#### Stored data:

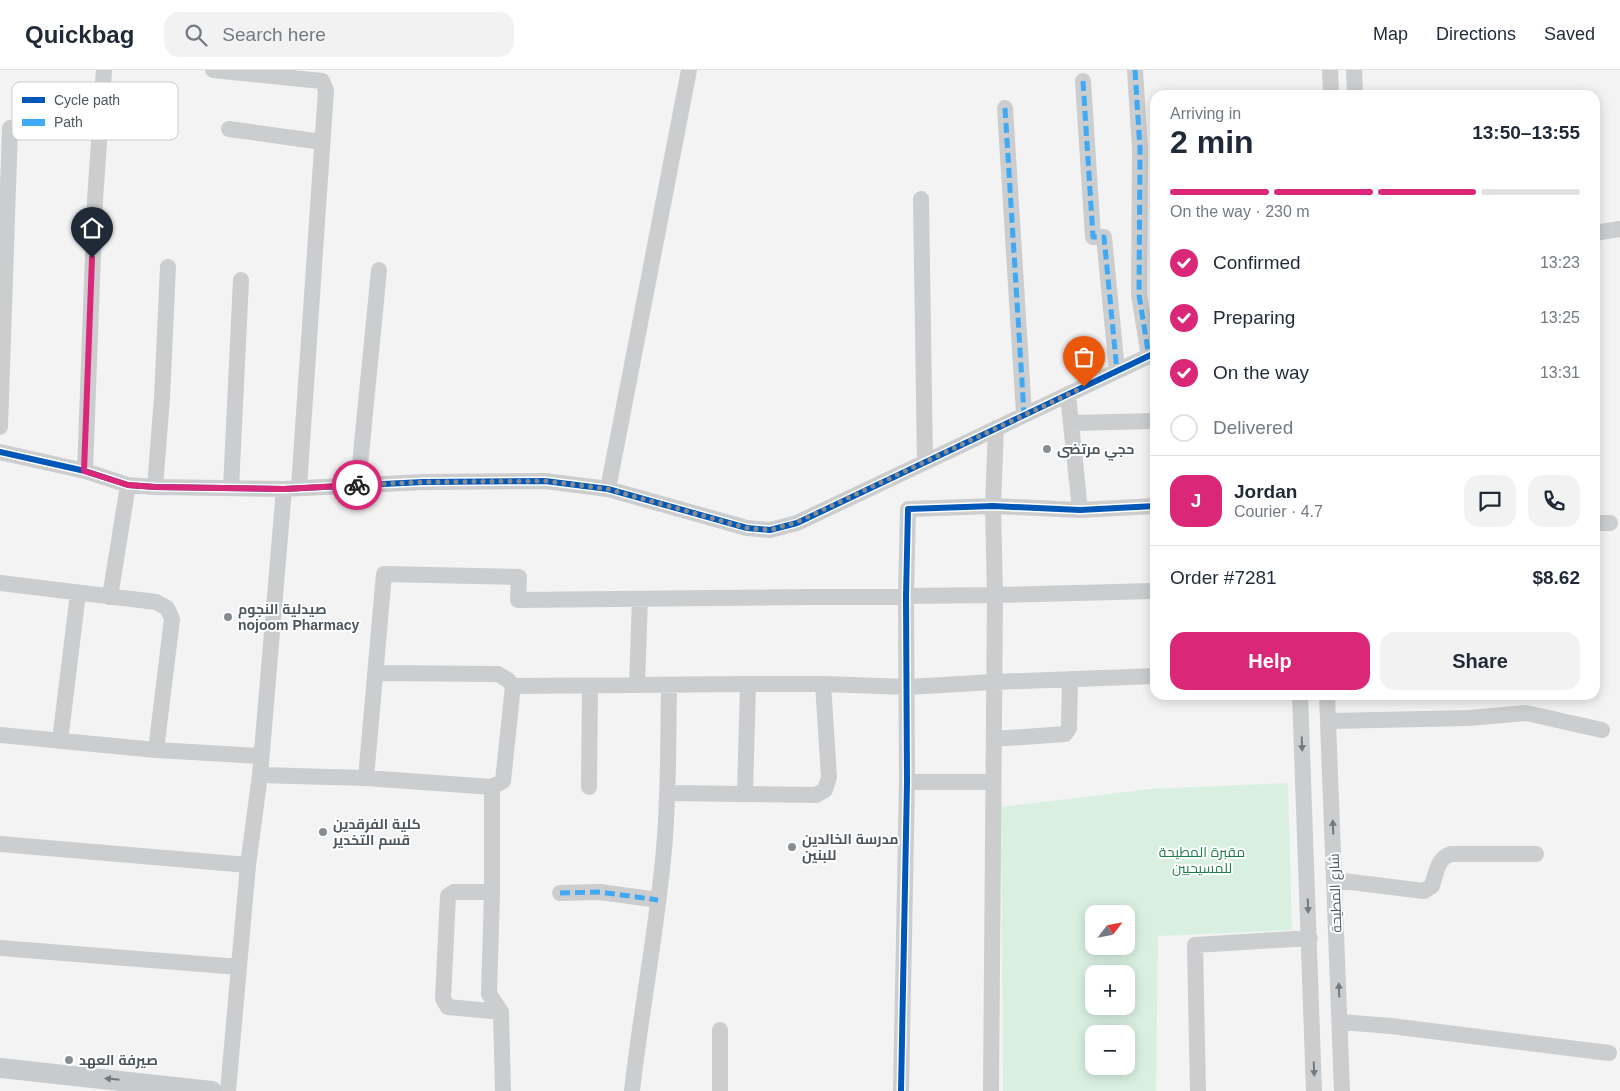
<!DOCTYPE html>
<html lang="en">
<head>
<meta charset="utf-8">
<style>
  body { margin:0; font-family:Helvetica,Cairo,sans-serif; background:#f2f2f3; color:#1f2937; height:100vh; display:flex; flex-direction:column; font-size:19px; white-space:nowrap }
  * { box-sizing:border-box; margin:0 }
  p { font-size:16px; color:#747a83 }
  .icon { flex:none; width:28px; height:28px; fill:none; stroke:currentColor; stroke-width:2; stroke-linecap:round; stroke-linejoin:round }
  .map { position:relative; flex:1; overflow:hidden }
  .panel { position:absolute; left:1150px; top:20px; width:450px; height:610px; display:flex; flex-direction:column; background:#fff; border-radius:15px; box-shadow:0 2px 12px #0003 }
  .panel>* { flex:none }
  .needle { width:32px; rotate:58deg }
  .fabs { position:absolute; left:1085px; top:835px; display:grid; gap:10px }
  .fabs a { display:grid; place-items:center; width:50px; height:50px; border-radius:10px; background:#fff; box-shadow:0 2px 12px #0003; font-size:25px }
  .pin { position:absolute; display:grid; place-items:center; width:42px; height:42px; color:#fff; margin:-51px -21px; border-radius:50% 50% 50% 0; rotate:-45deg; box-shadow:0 0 5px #0007 }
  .pin .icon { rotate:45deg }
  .courier { position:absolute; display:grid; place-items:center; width:50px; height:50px; margin:-25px; border:4px solid #db2777; border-radius:50%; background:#fff; color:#222; box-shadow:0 1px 6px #0007 }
  .headline em { font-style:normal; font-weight:700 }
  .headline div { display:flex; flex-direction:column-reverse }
  .headline { display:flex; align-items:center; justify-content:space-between; height:85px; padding:0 20px }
  h1 { font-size:32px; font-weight:700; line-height:38px }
  .bar { display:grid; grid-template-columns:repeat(4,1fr); gap:8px 5px; align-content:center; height:60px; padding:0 20px }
  .bar i { height:6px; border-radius:4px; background:#e0e1e3 }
  .bar .current { background:#db2777 }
  .bar p { grid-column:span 4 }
  .line { display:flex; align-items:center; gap:12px; padding:0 20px; border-top:1px solid #e0e1e3 }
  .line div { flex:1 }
  .round { display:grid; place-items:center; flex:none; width:52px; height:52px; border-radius:15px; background:#f2f2f3 }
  ol { padding:0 20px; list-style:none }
  li { display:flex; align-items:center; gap:15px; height:55px }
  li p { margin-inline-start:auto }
  li .icon { padding:5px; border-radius:50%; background:#db2777; color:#fff; stroke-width:4 }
  li:last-child { color:#747a83 }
  li i { width:28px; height:28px; border:2px solid #e0e1e3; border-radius:50% }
  .cta { display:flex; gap:10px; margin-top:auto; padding:10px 20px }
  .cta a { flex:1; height:58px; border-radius:15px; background:#db2777; color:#fff; font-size:20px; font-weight:700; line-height:58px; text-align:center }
  .cta a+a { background:#f2f2f3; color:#1f2937 }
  header { display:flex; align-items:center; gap:30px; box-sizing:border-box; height:70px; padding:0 25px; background:#fff; border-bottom:1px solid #e0e1e3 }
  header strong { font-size:24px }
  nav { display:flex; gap:28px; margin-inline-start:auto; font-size:18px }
  .search { width:350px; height:45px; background:#f2f2f3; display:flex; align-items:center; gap:12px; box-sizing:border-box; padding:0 18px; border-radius:15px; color:#747a83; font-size:19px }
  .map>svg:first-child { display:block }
  .green { fill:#d9f0e1; fill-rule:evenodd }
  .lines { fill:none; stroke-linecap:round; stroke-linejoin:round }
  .minor { stroke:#cbcdce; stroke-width:16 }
  .major { stroke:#c8cbce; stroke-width:20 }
  .quiet { stroke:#3fa9f5; stroke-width:5; stroke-dasharray:10 5; stroke-linecap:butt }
  .cycleway-casing { stroke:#fff; stroke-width:9 }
  .cycleway { stroke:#0057b8; stroke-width:6 }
  .oneway { fill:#717a80 }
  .oneway2 { fill:#707980 }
  .done { stroke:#868d92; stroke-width:5; stroke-dasharray:0 9 }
  .route { stroke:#db2777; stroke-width:6 }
  .poi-dot { fill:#868d92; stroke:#fff; stroke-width:2 }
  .labels { text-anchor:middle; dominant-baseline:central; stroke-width:4; stroke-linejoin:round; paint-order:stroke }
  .poi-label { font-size:14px; font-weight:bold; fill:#4b565e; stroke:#fff; text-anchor:start }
  .park-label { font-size:14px; fill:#1e7d48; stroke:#fff }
  .street-label { font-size:14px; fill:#4b565e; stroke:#fff }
  .key { fill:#fff; stroke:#c9cccf; stroke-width:1 }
  .key-label { font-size:14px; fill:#4b565e }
</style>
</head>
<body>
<header>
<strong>Quickbag</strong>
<div class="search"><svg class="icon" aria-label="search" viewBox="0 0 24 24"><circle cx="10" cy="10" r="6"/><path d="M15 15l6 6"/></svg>Search here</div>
<nav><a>Map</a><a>Directions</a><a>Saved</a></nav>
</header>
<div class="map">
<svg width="1620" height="1021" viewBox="0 0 1620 1021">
  <rect width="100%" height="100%" fill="#f3f3f3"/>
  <!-- green -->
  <path class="green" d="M1288,713L1292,860L1158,866L1156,1021H1003L1001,737L1150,719ZM1094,844H1126V876H1094ZM1094,904H1126V936H1094ZM1094,964H1126V996H1094Z"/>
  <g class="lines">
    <!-- minor -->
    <path class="minor" d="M213,0L322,11L326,20L299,417
      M1135,0L1140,79L1139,225L1149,287
      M1330,0L1331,25
      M1354,0L1355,25
      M1083,11L1093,167H1104L1117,301
      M1005,38L1024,344
      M229,59L322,72
      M921,129L925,392
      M1595,163L1620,159
      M1068,325L1080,440
      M1072,353L1155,351
      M0,357L10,58
      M0,382L85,401L128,415L155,417L284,419L423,412L545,411L608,419L747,458L770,460L797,453L1155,283
      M85,401L95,130L104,0
      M358,415L379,200
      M155,417L162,328L168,197
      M231,418L241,210
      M608,419L689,0
      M1595,453H1610
      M0,513L156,532L167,538L172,549L156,680
      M110,527L128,415
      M637,614L640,529
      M513,616L748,614H823L907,617L994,612L1155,606
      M1300,625L1314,1021
      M1327,625L1342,1021
      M1329,651L1469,648L1526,643L1602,660
      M0,665L156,680L261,686
      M994,669L1065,664L1069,658L1070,609
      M60,671L78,523
      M260,705L366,708L492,717L503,711L513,616L508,610L498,604L375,603
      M366,708L384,504L519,507L518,530L995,525L1155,521
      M907,712H993
      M492,717V822L489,924L501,942L503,1021
      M589,717L590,616
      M667,723L816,725L825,720L829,707L823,614
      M745,724L748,614
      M0,774L248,795
      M1335,810L1424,821L1432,816C1436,804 1437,788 1451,784H1536
      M492,822H454L448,826L443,929L448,937L501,942
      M560,823L600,822L658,830
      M0,878L239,897
      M1341,952L1391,956L1609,983
      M228,1021L248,795L260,705L284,419
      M632,1021C641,940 657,860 664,779C669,725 668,670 669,615
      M720,1021V960
      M901,1021L907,712L906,526L908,439L993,436L1080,440L1155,436
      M991,1021L995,525L993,436L996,358
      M1198,1021L1195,875L1310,868"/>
    <!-- major -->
    <path class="major" d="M0,998L212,1021"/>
    <!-- quiet -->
    <path class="quiet" d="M1135,0L1140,79L1139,225L1149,287
      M1083,11L1093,167H1104L1117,301
      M1005,38L1024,344
      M560,823L600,822L658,830"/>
    <defs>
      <path id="cycleway" d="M0,382L85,401L128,415L155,417L284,419L423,412L545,411L608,419L747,458L770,460L797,453L1155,283
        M901,1021L907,712L906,526L908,439L993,436L1080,440L1155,436"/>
    </defs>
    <!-- cycleway casing -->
    <use href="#cycleway" class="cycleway-casing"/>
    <!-- cycleway -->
    <use href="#cycleway" class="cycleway"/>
  </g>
  <!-- one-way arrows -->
  <defs><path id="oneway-solid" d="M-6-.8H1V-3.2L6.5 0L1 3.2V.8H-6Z" transform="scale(1.25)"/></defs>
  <g class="oneway">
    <use href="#oneway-solid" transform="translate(1302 674) rotate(88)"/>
    <use href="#oneway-solid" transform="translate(1333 757) rotate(-92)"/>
    <use href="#oneway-solid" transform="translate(1308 836) rotate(88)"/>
    <use href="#oneway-solid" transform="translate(1339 920) rotate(-92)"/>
    <use href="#oneway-solid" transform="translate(1314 999) rotate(88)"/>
  </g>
  <use class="oneway2" href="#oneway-solid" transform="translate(112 1009) rotate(-174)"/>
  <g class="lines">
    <!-- done -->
    <path class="done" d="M357,415L423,412L546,411L608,419L747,458L770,460L797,452L1084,317"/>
    <!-- route -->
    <path class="route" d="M92,188L84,401L128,415L155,417L284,419L357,415"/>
  </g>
  <!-- markers -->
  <g class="poi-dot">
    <circle cx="1047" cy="379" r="5"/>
    <circle cx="228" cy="547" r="5"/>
    <circle cx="323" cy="762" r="5"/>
    <circle cx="792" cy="777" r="5"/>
    <circle cx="69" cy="990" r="5"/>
  </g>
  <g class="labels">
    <!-- poi labels -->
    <g class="poi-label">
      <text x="1057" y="379">حجي مرتضى</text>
      <text x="238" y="539">صيدلية النجوم<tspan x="238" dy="16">nojoom Pharmacy</tspan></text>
      <text x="333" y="754">كلية الفرقدين<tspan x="333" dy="16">قسم التخدير</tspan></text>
      <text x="802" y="769">مدرسة الخالدين<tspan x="802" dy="16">للبنين</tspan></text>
      <text x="79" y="990">صيرفة العهد</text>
    </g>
    <!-- park labels -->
    <g class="park-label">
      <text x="1202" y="782">مقبرة المطيحة<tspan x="1202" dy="16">للمسيحيين</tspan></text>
    </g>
    <!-- street labels -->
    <g class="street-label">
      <text transform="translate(1335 823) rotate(-92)">شارع المطيحة</text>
    </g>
  </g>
  <!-- legend -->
  <rect x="12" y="12" width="166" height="58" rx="8" class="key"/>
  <rect x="22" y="27" width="23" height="6" fill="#0057b8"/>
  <rect x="22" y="49" width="23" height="7" fill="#3fa9f5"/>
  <g class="key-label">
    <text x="54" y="35">Cycle path</text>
    <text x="54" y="57">Path</text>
  </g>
</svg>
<div class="fabs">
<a><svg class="needle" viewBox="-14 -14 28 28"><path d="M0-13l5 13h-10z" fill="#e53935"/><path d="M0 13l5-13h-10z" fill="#747a83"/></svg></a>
<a>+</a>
<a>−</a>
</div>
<div class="pin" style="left:1084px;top:317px;background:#ea580c"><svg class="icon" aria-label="bag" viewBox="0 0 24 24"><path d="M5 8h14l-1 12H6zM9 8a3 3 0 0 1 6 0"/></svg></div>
<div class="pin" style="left:92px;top:188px;background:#1f2937"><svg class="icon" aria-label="home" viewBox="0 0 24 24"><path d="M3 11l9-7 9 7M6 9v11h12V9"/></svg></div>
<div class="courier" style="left:357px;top:415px"><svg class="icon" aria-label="bike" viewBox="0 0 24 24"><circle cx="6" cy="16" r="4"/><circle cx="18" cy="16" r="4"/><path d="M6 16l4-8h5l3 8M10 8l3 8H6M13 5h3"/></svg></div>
<section class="panel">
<div class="headline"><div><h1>2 min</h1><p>Arriving in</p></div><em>13:50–13:55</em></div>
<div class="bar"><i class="current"></i><i class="current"></i><i class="current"></i><i></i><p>On the way · 230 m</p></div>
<ol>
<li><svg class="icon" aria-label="check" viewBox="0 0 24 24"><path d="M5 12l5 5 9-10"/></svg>Confirmed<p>13:23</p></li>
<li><svg class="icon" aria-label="check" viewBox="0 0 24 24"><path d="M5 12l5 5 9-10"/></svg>Preparing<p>13:25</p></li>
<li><svg class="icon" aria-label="check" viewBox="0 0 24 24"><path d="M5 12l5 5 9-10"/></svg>On the way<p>13:31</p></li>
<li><i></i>Delivered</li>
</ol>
<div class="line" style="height:90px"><b class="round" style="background:#db2777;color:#fff">J</b><div><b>Jordan</b><p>Courier · 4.7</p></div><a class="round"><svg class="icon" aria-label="chat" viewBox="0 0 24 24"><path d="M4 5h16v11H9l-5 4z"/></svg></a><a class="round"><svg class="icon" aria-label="phone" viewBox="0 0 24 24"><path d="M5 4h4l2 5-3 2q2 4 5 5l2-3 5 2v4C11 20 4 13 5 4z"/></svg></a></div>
<div class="line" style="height:65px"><div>Order #7281</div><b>$8.62</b></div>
<div class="cta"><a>Help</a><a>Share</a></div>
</section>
</div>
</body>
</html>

#### Prompt:
Print, exactly as written, the lines above from the first one to the one containing "background:#f2f2f3; color:#1f2937; height:100vh;". Leave out pictures.

#### Exercise solution:
<!DOCTYPE html>
<html lang="en">
<head>
<meta charset="utf-8">
<style>
  body { margin:0; font-family:Helvetica,Cairo,sans-serif; background:#f2f2f3; color:#1f2937; height:100vh; display:flex; flex-direction:column; font-size:19px; white-space:nowrap }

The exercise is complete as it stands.